WORK REQUIRED: Exactly the lines from the first line of the records to the line holding "display:flex; gap:12px; margin-top:auto;" should be duplicated, and nothing more; pictures stay out.

☆ ☆ ☆ ☆ ☆

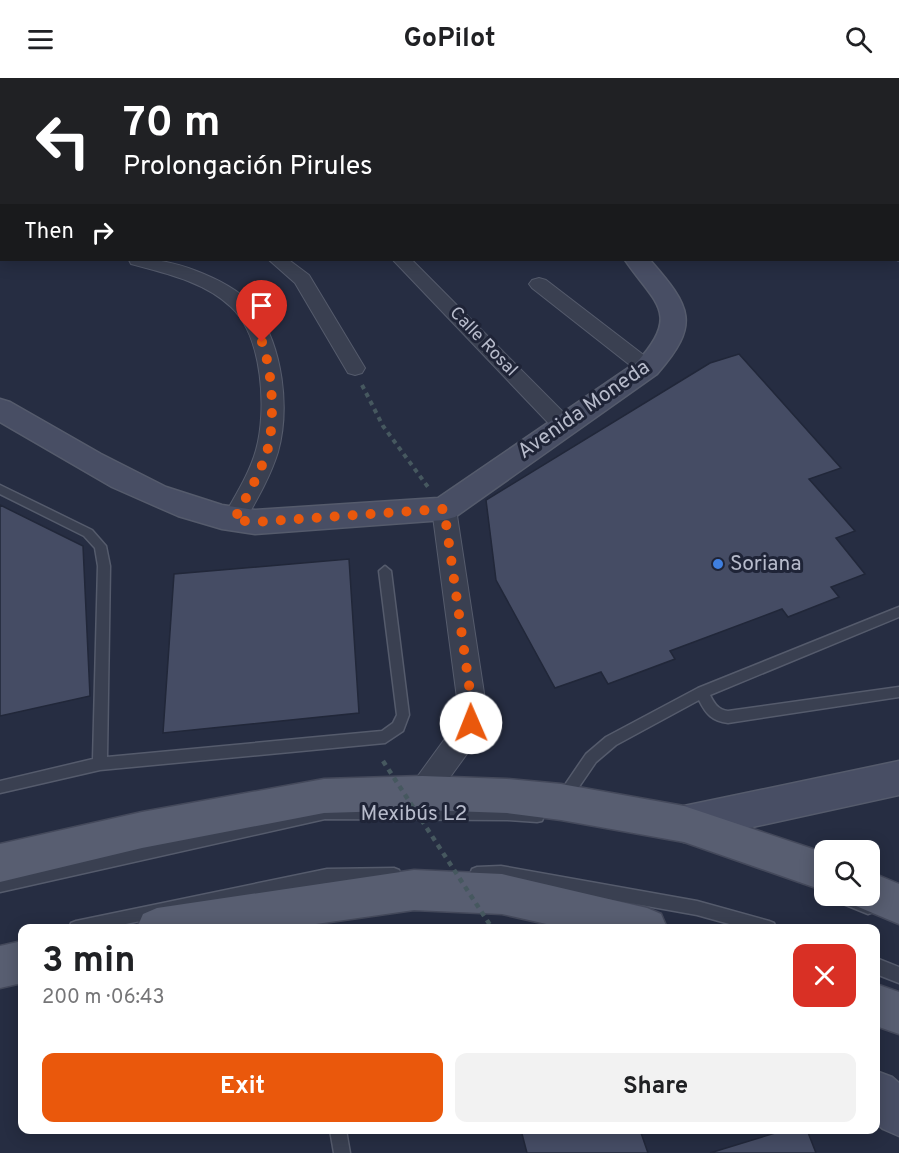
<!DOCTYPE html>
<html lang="en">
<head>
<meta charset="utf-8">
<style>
  body { margin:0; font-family:Overpass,sans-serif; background:#f2f2f2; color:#202124; height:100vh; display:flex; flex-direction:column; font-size:22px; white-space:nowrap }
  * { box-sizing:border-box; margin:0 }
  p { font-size:20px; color:#757577 }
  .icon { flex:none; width:33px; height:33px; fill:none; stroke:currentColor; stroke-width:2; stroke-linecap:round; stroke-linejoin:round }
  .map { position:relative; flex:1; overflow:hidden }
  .details { position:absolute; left:18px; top:846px; width:862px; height:210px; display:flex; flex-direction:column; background:#fff; border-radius:12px; box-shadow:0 3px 15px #0003 }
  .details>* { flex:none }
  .hud { position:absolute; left:0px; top:0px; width:900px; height:183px; box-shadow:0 3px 15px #0003; background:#202124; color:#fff; overflow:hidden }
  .controls { position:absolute; left:814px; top:762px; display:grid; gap:12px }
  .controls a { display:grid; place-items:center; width:66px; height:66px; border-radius:12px; background:#fff; box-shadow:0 3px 15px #0003; font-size:30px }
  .pin { position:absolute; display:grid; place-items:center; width:51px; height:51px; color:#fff; margin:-62px -26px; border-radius:50% 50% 50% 0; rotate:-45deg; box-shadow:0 0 6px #0007 }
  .pin .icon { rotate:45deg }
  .me { position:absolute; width:66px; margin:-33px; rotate:359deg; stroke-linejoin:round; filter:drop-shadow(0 0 4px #0008) }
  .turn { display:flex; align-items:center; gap:21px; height:126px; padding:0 24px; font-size:27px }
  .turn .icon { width:78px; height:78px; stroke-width:2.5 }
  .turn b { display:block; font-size:42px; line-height:51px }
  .then { display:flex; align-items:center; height:57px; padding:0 24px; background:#0003; gap:12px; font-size:22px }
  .round { display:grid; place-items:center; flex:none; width:63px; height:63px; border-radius:12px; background:#f2f2f2 }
  .head { display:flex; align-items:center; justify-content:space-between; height:102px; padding:0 24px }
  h1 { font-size:36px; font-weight:700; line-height:45px }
  .cta { display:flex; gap:12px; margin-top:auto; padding:12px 24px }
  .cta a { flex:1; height:69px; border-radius:12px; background:#ea580c; color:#fff; font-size:24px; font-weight:700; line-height:69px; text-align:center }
  .cta a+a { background:#f2f2f2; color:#202124 }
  header { display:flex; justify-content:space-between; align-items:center; height:78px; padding:0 24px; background:#fff; font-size:27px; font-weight:700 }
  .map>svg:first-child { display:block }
</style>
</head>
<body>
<header><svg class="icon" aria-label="menu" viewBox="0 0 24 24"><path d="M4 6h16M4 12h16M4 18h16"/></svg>GoPilot<svg class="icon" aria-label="search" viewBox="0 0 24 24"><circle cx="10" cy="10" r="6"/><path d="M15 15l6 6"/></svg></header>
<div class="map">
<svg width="899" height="1075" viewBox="0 0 899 1075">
  <rect width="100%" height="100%" fill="#262d42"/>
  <g fill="#454c64" stroke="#212739" stroke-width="1.5">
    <path d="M791,0H899V85L898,2Z"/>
    <path d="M739,276L841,390L809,401L855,453L836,460L865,496L831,509L839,519L788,539L782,531L670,573L675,581L608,606L601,594L555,610L496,502L486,422L710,285Z"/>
    <path d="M0,427L83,468L90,618L0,638Z"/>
    <path d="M349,481L359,635L163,655L174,496Z"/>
    <path d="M521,1052H640L648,1075H527Z"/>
    <path d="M785,1052H807L816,1075H710Z"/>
  </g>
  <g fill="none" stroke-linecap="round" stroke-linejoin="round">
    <defs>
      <g id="service">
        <path d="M898,175L899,176V182H898Z"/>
        <path d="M0,407L92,452L106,468L110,488L107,679L382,653L393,645L397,637L379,493L385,488L391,493L409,637L403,653L385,665L100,692L0,715V703L93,681L98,488L95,470L84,458L0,416Z"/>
        <path d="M899,529V539L710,617C714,625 718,632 728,633L899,609V619L728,645C712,643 706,636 699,622L616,667L596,684L568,725L563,727L558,725L556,721L558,717L586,676L606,659L698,610Z"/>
        <path d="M325,729L508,730L542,733L544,738L542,743L537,744L508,742L325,741L0,814V800Z"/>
        <path d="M501,788L697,823L769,843L774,845L776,850H744L697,837L501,802L477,803L472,801L470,796L472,791L477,789Z"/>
        <path d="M394,790L399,792L401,797L399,802L394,804L327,805L106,850H69L71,845L76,843L327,791Z"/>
        <path d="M834,818H858L873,824L875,829L873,834L868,836L836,823Z"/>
        <path d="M876,880L899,889V905L876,896Z"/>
        <path d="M330,1052H346L350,1075H334Z"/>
      </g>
      <g id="minor">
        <path d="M299,0H315L316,2H300Z"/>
        <path d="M0,15L2,16V26L0,25Z"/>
        <rect x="0" y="140" width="2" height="10"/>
        <path d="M0,159H2L0,171Z"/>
        <path d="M129,182C155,179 180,186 204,196C223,204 244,215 256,232C283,269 290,331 278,374C270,400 255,425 242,448L234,451L226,448L222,442C234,419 249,397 256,372C267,333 263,258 231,229C205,204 165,195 131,186Z"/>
        <path d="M269,182H289L309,197L365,290L362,295L355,297L348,295L295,205Z"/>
        <path d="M393,182H412L571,342L574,347L571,352L563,355L555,352Z"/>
        <path d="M539,200L546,202L654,285L657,290L654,295L647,297L640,295L532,210L529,206L532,202Z"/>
        <path d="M444,422L452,425L456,431L487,635L477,662L432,724L422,728L412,724L408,715L412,706L455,647L459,635L432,431L436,425Z"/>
      </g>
      <g id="secondary">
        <path d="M467,0H487L488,2H468Z"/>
        <path d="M625,182H650C691,229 701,246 657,296L455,439L444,442L255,456L222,451L178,438L112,409L0,344V321L10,324L101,376L166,409L222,427L255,432L438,420L637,284C682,235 654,225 625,182Z"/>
        <path d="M899,683V717L684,764L671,759L665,746L671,733L684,728Z"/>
        <path d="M876,993L892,999L899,1005V1058L883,1051L876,1045Z"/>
      </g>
      <g id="primary">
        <path d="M422,698L507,701L561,706L684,728L825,775V813L684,764L561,742L507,735L422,732L324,735L142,770L0,804V766L142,734L324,701Z"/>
        <path d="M414,792L502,796L647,830L661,836L667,850H564L502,836L414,832L288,850H137L143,836L157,830Z"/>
        <path d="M870,794L899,806V846L856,828L852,818H870Z"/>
        <path d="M22,863V905L0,910V868Z"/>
        <path d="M876,906L899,914V956L876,948Z"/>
      </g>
    </defs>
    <use href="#service" stroke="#555b6c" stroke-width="3"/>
    <use href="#minor" stroke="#555b6c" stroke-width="2"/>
    <use href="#secondary" stroke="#555b6c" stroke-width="3"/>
    <use href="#primary" stroke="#44495b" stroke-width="3"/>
    <path stroke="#46585f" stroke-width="4" stroke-dasharray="4.5 4.5" stroke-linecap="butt" d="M362,307L383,348L428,409"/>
    <use href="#service" fill="#3a4051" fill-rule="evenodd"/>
    <use href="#minor" fill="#3a4051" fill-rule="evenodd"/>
    <use href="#secondary" fill="#484e64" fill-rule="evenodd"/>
    <use href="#primary" fill="#585e71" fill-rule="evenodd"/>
    <path stroke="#46585f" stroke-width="4.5" stroke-dasharray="5 5" stroke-linecap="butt" d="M383,683L492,850"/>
  </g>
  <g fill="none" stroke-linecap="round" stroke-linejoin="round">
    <path stroke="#ea580c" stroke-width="10" stroke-dasharray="0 18" d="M262,264C272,293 274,330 270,361C265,389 247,417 234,442L255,444L444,431L473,635L471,645"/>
  </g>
  <circle fill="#3f7fe0" stroke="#1f2437" stroke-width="2" cx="718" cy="486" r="6"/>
  <g text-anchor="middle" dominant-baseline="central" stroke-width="6" stroke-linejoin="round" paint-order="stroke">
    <g font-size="18" fill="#b7bbcb" stroke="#1f2437">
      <text transform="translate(483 264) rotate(46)">Calle Rosal</text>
    </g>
    <g font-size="21" fill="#b7bbcb" stroke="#1f2437">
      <text transform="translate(584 332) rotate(-35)">Avenida Moneda</text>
      <text x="414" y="736">Mexibús L2</text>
    </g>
    <g font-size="21" fill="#b7bbcb" stroke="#1f2437" text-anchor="start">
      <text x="730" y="486">Soriana</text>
    </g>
  </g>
</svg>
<div class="controls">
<a><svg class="icon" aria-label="search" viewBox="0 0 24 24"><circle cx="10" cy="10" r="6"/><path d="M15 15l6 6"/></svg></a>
</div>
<div class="pin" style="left:262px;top:264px;background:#d93025"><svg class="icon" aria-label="arrive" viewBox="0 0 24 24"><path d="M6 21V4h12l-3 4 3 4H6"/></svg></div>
<svg class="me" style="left:471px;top:645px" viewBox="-20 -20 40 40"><circle r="19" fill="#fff"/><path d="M0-13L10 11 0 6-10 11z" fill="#ea580c"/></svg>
<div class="hud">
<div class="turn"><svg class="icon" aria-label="left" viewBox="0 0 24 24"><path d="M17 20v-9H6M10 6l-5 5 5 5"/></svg><div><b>70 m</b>Prolongación Pirules</div></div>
<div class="then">Then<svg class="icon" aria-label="right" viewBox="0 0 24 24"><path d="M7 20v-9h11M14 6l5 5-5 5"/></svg></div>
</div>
<section class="details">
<div class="head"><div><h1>3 min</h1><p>200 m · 06:43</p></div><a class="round" style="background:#d93025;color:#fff"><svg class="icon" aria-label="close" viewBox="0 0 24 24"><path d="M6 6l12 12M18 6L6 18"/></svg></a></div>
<div class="cta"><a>Exit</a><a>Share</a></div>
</section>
</div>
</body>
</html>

☆ ☆ ☆ ☆ ☆

RESULT OF THE TASK:
<!DOCTYPE html>
<html lang="en">
<head>
<meta charset="utf-8">
<style>
  body { margin:0; font-family:Overpass,sans-serif; background:#f2f2f2; color:#202124; height:100vh; display:flex; flex-direction:column; font-size:22px; white-space:nowrap }
  * { box-sizing:border-box; margin:0 }
  p { font-size:20px; color:#757577 }
  .icon { flex:none; width:33px; height:33px; fill:none; stroke:currentColor; stroke-width:2; stroke-linecap:round; stroke-linejoin:round }
  .map { position:relative; flex:1; overflow:hidden }
  .details { position:absolute; left:18px; top:846px; width:862px; height:210px; display:flex; flex-direction:column; background:#fff; border-radius:12px; box-shadow:0 3px 15px #0003 }
  .details>* { flex:none }
  .hud { position:absolute; left:0px; top:0px; width:900px; height:183px; box-shadow:0 3px 15px #0003; background:#202124; color:#fff; overflow:hidden }
  .controls { position:absolute; left:814px; top:762px; display:grid; gap:12px }
  .controls a { display:grid; place-items:center; width:66px; height:66px; border-radius:12px; background:#fff; box-shadow:0 3px 15px #0003; font-size:30px }
  .pin { position:absolute; display:grid; place-items:center; width:51px; height:51px; color:#fff; margin:-62px -26px; border-radius:50% 50% 50% 0; rotate:-45deg; box-shadow:0 0 6px #0007 }
  .pin .icon { rotate:45deg }
  .me { position:absolute; width:66px; margin:-33px; rotate:359deg; stroke-linejoin:round; filter:drop-shadow(0 0 4px #0008) }
  .turn { display:flex; align-items:center; gap:21px; height:126px; padding:0 24px; font-size:27px }
  .turn .icon { width:78px; height:78px; stroke-width:2.5 }
  .turn b { display:block; font-size:42px; line-height:51px }
  .then { display:flex; align-items:center; height:57px; padding:0 24px; background:#0003; gap:12px; font-size:22px }
  .round { display:grid; place-items:center; flex:none; width:63px; height:63px; border-radius:12px; background:#f2f2f2 }
  .head { display:flex; align-items:center; justify-content:space-between; height:102px; padding:0 24px }
  h1 { font-size:36px; font-weight:700; line-height:45px }
  .cta { display:flex; gap:12px; margin-top:auto; padding:12px 24px }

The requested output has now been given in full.